GRNC Seeks Injunction Against Posting Of NC State Fair

North Carolina’s Agriculture Commissioner Steve Troxler (R-NC) is the official in charge of the State Fair held in Raleigh. This year, for some reason, he held a press conference announcing that it would be policy to post the State Fair against concealed carry by properly permitted CHP holders. His argument is that this is just a continuation of how things have always been.

The Criminal Law blog of the UNC School of Government has looked at this issue and it appears that Commissioner Troxler is on very shaky ground. The State Fair isn’t a private business nor is it a unit of local government which might allow him to do it. As it is, the law is very specific that CHP holders are allowed to carry at assemblies where a fee is charged. Moreover, state law specifies which state government buildings that are posted including such places as the Executive Mansion and the State Capitol Building. The State Fair is not one of the buildings mention.

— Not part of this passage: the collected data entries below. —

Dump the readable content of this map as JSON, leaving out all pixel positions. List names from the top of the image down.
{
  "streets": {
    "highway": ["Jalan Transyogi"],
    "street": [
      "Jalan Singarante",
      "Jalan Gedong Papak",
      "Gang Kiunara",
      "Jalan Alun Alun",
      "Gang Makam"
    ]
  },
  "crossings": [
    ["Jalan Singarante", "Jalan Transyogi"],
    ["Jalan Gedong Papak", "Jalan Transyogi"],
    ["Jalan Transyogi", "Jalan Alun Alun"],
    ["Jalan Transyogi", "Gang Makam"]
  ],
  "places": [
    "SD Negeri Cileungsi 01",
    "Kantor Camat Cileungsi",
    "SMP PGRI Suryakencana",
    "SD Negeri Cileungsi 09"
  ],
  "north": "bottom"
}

Given that state laws regarding firearms and where they may be carried legally has changed considerably in the last few years, this is an odd move on the part of Troxler. In response, Grass Roots North Carolina is going to court seeking an injunction to stop Troxler from posting the State Fair. The State Fair runs from October 16th through the 26th so time is of the essence.

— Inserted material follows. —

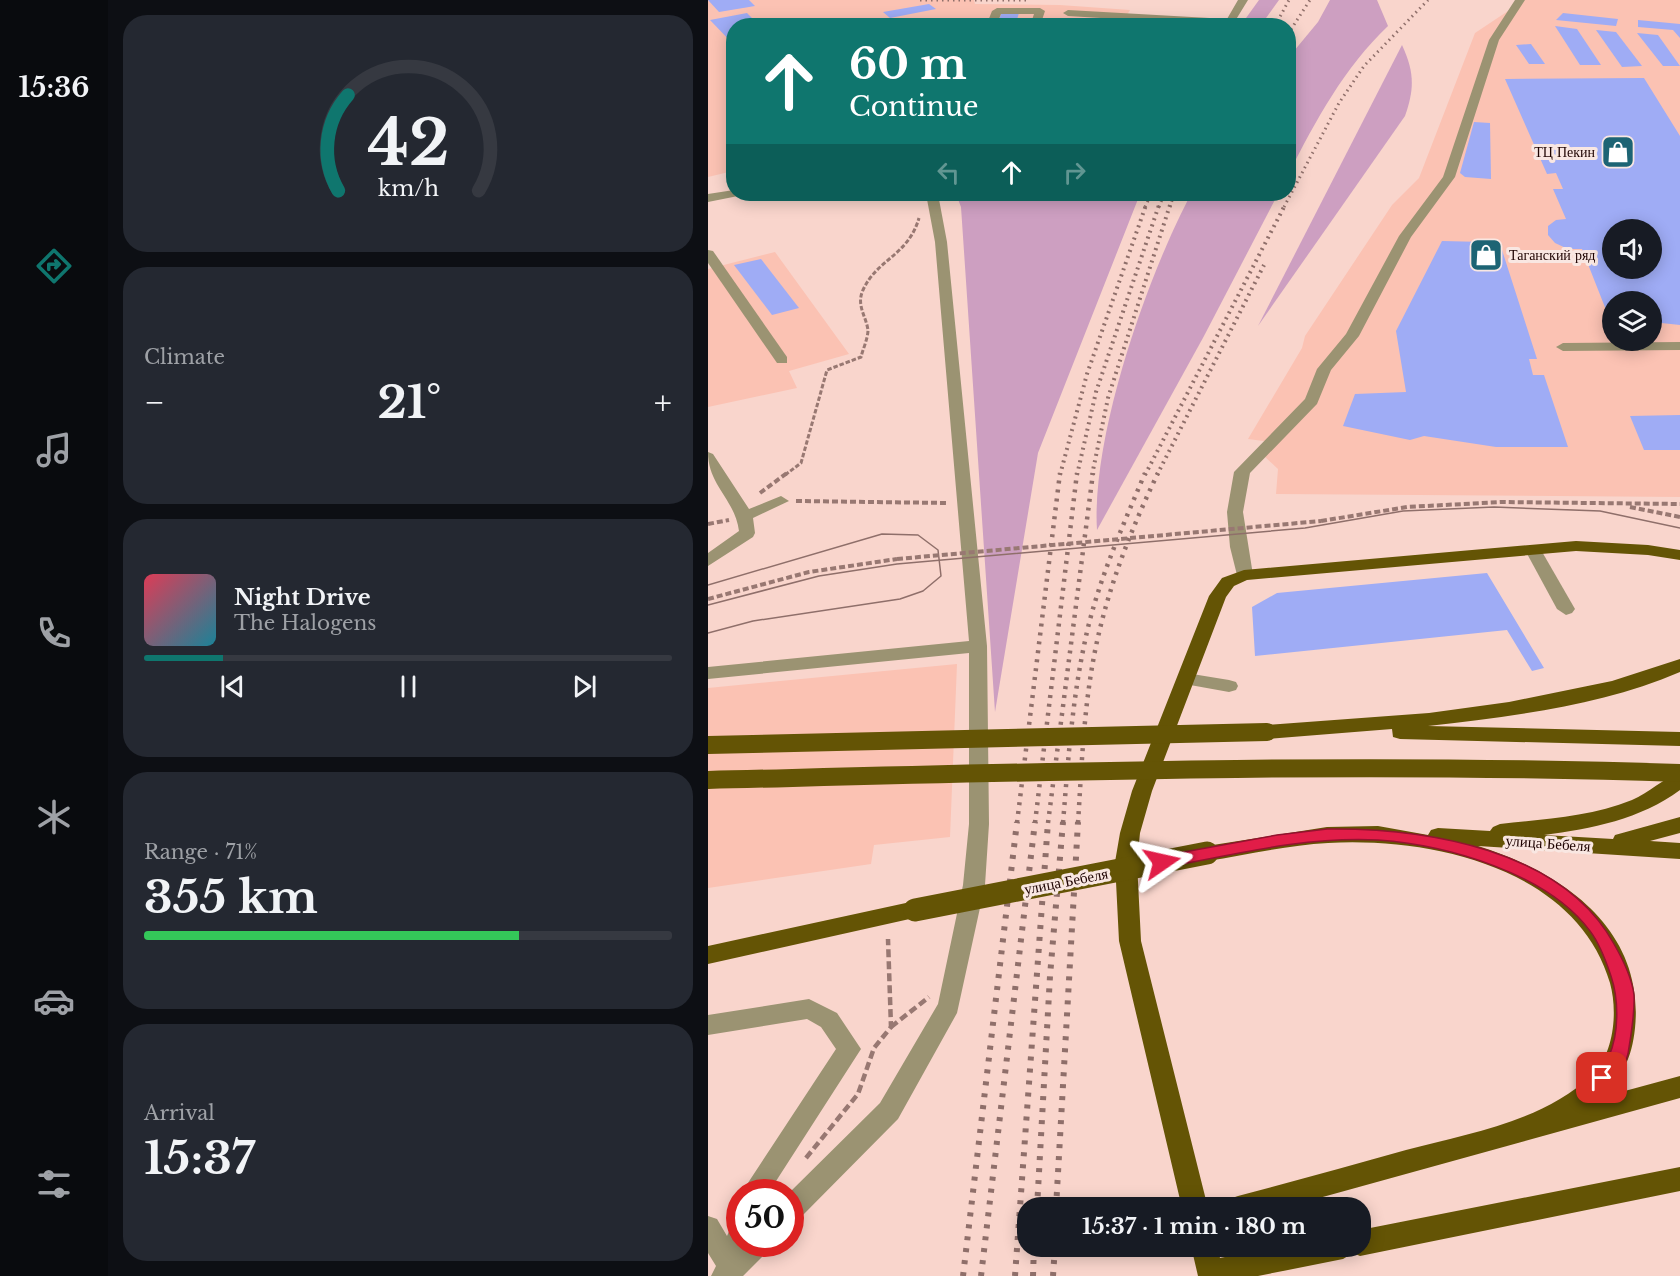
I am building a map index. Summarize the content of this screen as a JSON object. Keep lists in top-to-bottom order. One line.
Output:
{"streets":{"main road":["улица Бебеля"]},"places":{"shop":["ТЦ Пекин","Таганский ряд"]},"page":{"tabs":"15:36","turn":["60 m","Continue"],"tile":["Climate",["Range · 71%","355 km"],["Arrival","15:37"]],"heat":["−","21°","+"],"song":["Night Drive","The Halogens"],"limit":"50","trip":"15:37 · 1 min · 180 m","gauge":["42","km/h"]}}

Gun group to file injunction against state fair posting today
Due to an impasse in negotiations with North Carolina Agriculture Commissioner Steve Troxler, Grass Roots North Carolina will today file  for a temporary restraining order in Wake County Superior Court with the intention of preventing the Department of Agriculture from posting the state fair against lawful concealed carry.

BACKGROUND
At the request of North Carolina Commissioner of Agriculture Steve Troxler, GRNC representatives met with the commissioner and his legal counsel after his police chief for the state fairgrounds, Joel Keith, began telling people the North Carolina State Fair would be posted against all firearms, including lawful concealed carry. Although Troxler is not particularly anti-gun, he seems unwilling to take responsibility for doing the right thing, saying instead that as a member of the executive branch, he cannot interpret statutes and must follow the interpretations given to him (more on that shortly). 

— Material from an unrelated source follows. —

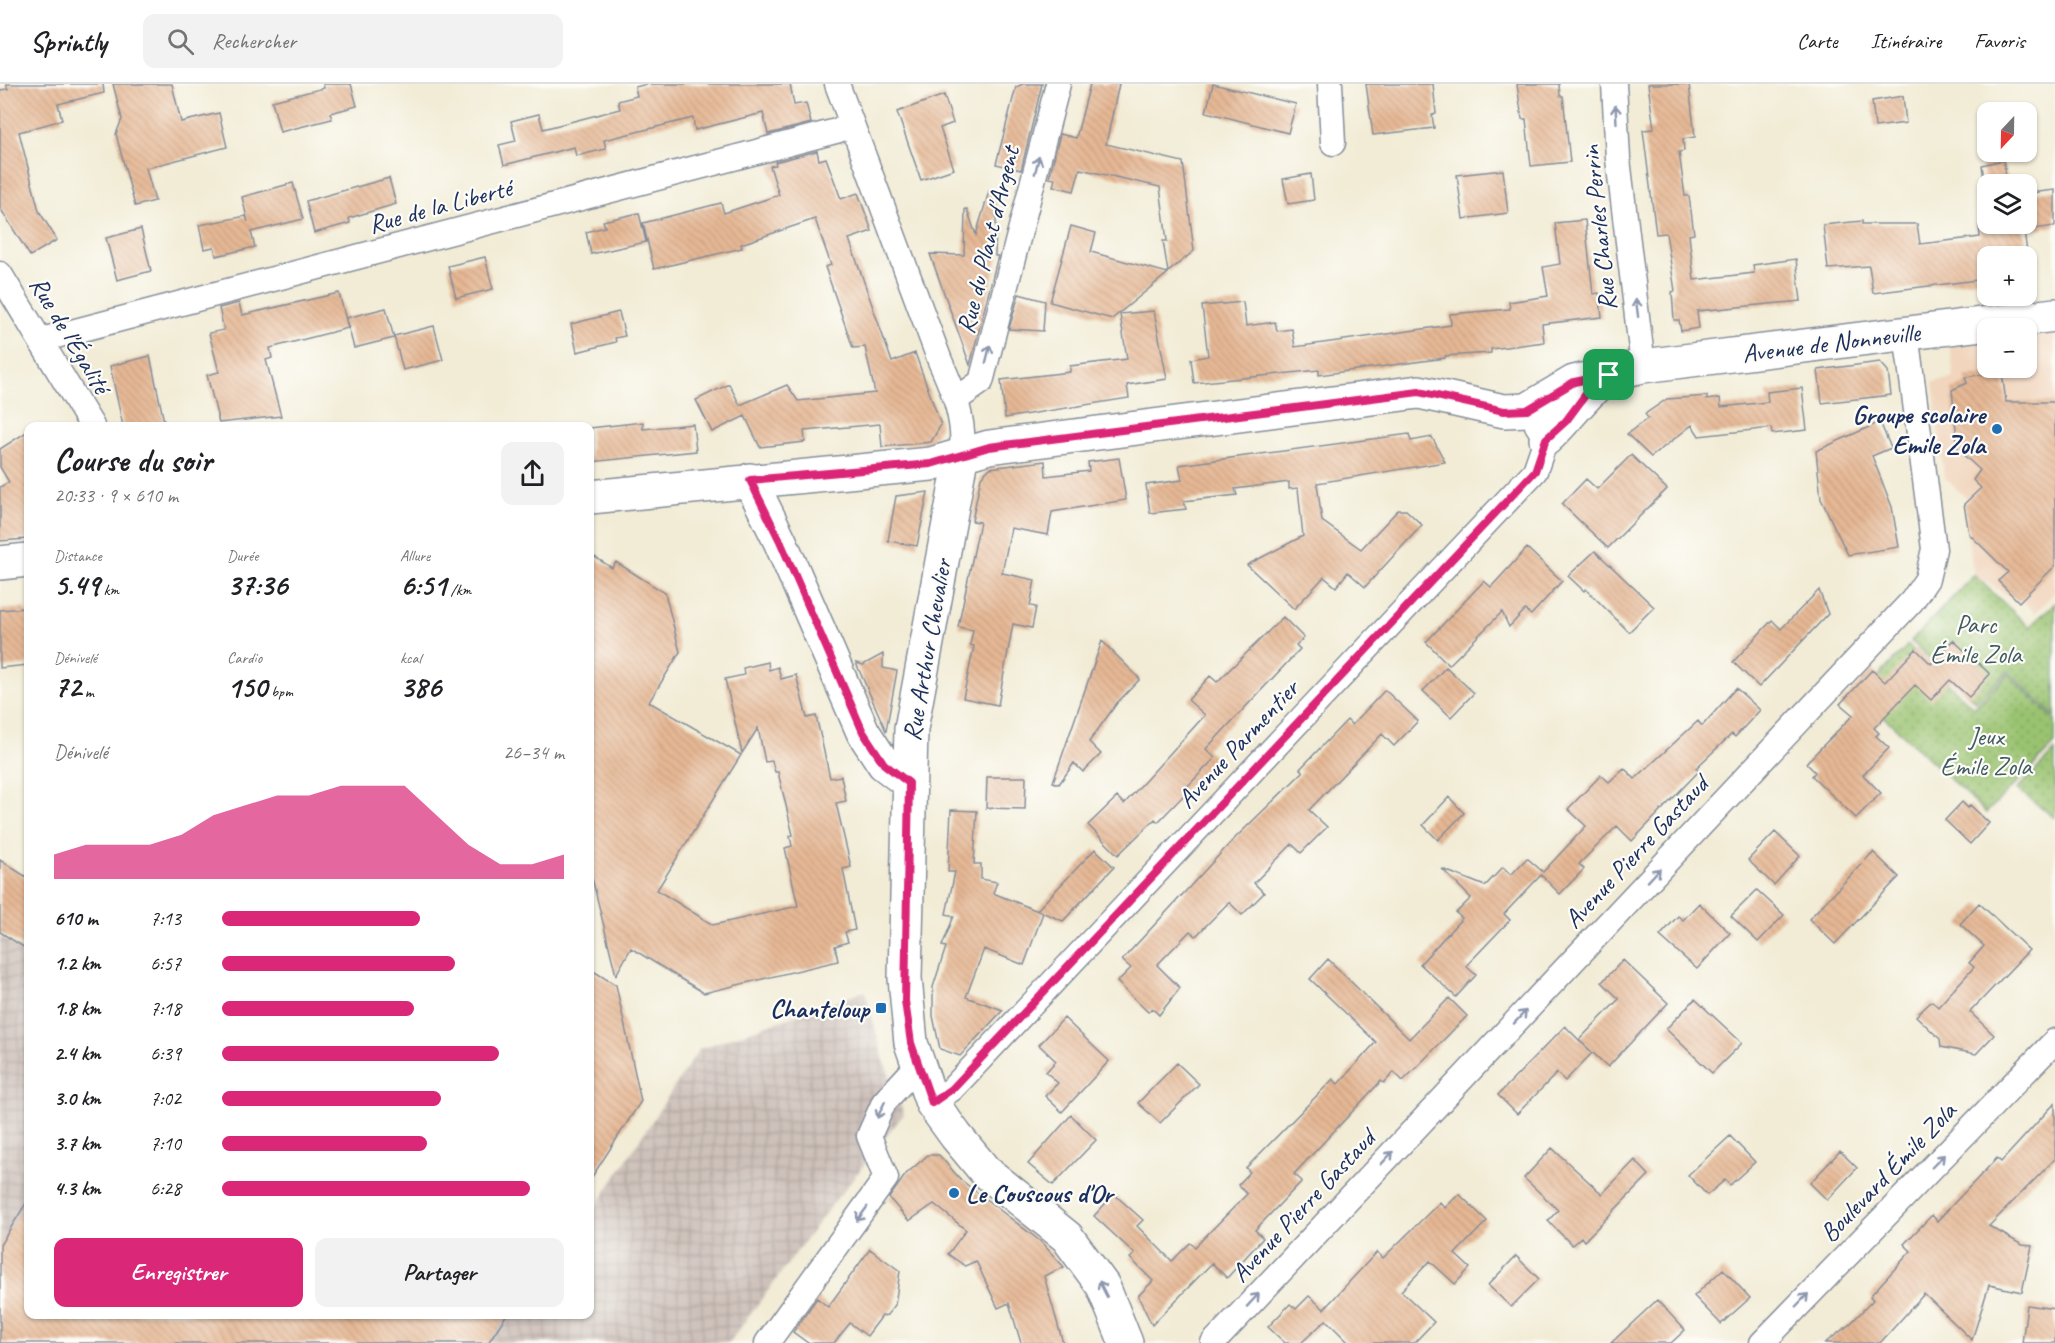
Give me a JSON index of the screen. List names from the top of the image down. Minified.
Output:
{"streets":{"street":["Rue de la Liberté","Rue Charles Perrin","Rue du Plant d'Argent","Rue de l'Égalité","Avenue de Nonneville","Rue Arthur Chevalier","Avenue Parmentier","Avenue Pierre Gastaud","Boulevard Émile Zola"]},"crossings":[["Rue de la Liberté","Rue de l'Égalité"],["Rue de la Liberté","Rue Arthur Chevalier"],["Rue Charles Perrin","Avenue de Nonneville"],["Rue du Plant d'Argent","Rue Arthur Chevalier"],["Avenue de Nonneville","Avenue Parmentier"],["Avenue de Nonneville","Avenue Pierre Gastaud"],["Rue Arthur Chevalier","Avenue Parmentier"]],"one_way":["Rue Charles Perrin","Rue du Plant d'Argent","Avenue Pierre Gastaud","Boulevard Émile Zola"],"parks":["Parc Émile Zola","Jeux Émile Zola"],"places":{"other":["Groupe scolaire Emile Zola","Le Couscous d'Or"],"transit":["Chanteloup"]},"north":"bottom","page":{"header":"Sprintly","search":"Rechercher","nav":["Carte","Itinéraire","Favoris"],"map_buttons":["+","−"],"heading":["Course du soir","20:33 · 9 × 610 m"],"stats":[["Distance","5.49 km"],["Durée","37:36"],["Allure","6:51 /km"],["Dénivelé","72 m"],["Cardio","150 bpm"],["kcal","386"]],"chart":["Dénivelé","26–34 m"],"list":[{"name":"610 m","note":"7:13"},{"name":"1.2 km","note":"6:57"},{"name":"1.8 km","note":"7:18"},{"name":"2.4 km","note":"6:39"},{"name":"3.0 km","note":"7:02"},{"name":"3.7 km","note":"7:10"},{"name":"4.3 km","note":"6:28"}],"buttons":["Enregistrer","Partager"]}}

Consequently, the commissioner and GRNC were unable to achieve a satisfactory resolution of the problem. GRNC is now preparing a filing for a temporary restraining order, through its sister non-profit, Rights Watch International, to prevent the fair, which starts next week, from being posted.

ORIGINS OF THE PROBLEM

Before passage of House Bill 937, which became effective on October 1, 2013, guns were prohibited at “assemblies of people for which admission is charged.” Since that section of NCGS 14-269.3 was changed to permit carry by those with concealed handgun permits, however, only private property owners hosting such assemblies may prohibit concealed carry. The state fairgrounds, of course, are not private property.

TROXLER’S DODGE

Although NCGS 14-269.3 specifically opens carry to permit-holders, Troxler claims “vague” language in the statutes enables the state to post under NCGS 14-269(a2), which says the state’s general prohibition on concealed weapons, “does not apply to a person who has a concealed handgun permit issued in accordance with Article 54B of this Chapter, has a concealed handgun permit considered valid under G.S. 14-415.24, or is exempt from obtaining a permit pursuant to G.S. 14-415.25, provided the weapon is a handgun, is in a closed compartment or container within the person’s locked vehicle, and the vehicle is in a parking area that is owned or leased by State government.”
THE TRUTH
  1. The section above merely enables permit-holders to keep guns in closed compartments of locked motor vehicles in state properties where guns are prohibited. It does not create a prohibition in itself.
  1. In fact, NCGS 14-269.4 lists the specific state properties – such as the State Capitol, Governor’s Executive Mansion” and courthouses – where guns are prohibited. That section does not include the state fairgrounds.
  1. Even in the exceedingly unlikely event a court agreed that Troxler is allowedto post the fair, nothing requires him to do so. In short, his rationalization that he is just following what he has to do is false. Troxler is choosing to prohibit lawful concealed handgun permit-holders from protecting their families not only at the fair, but also in the parking lots outside the fair.

WHY IS THIS IMPORTANT?
As we’ve seen time and again, gun-free zones are dangerous places for law-abiding citizens. No family should be rendered entirely helpless should an event occur such as what happened at the Wisconsin State Fair in 2011. Dozens of teenagers and young adults attacked peaceful fairgoers as they left the fair. Eleven people were injured and thirty-one arrests were made. Criminals are always empowered when they know that their intended victims are disarmed.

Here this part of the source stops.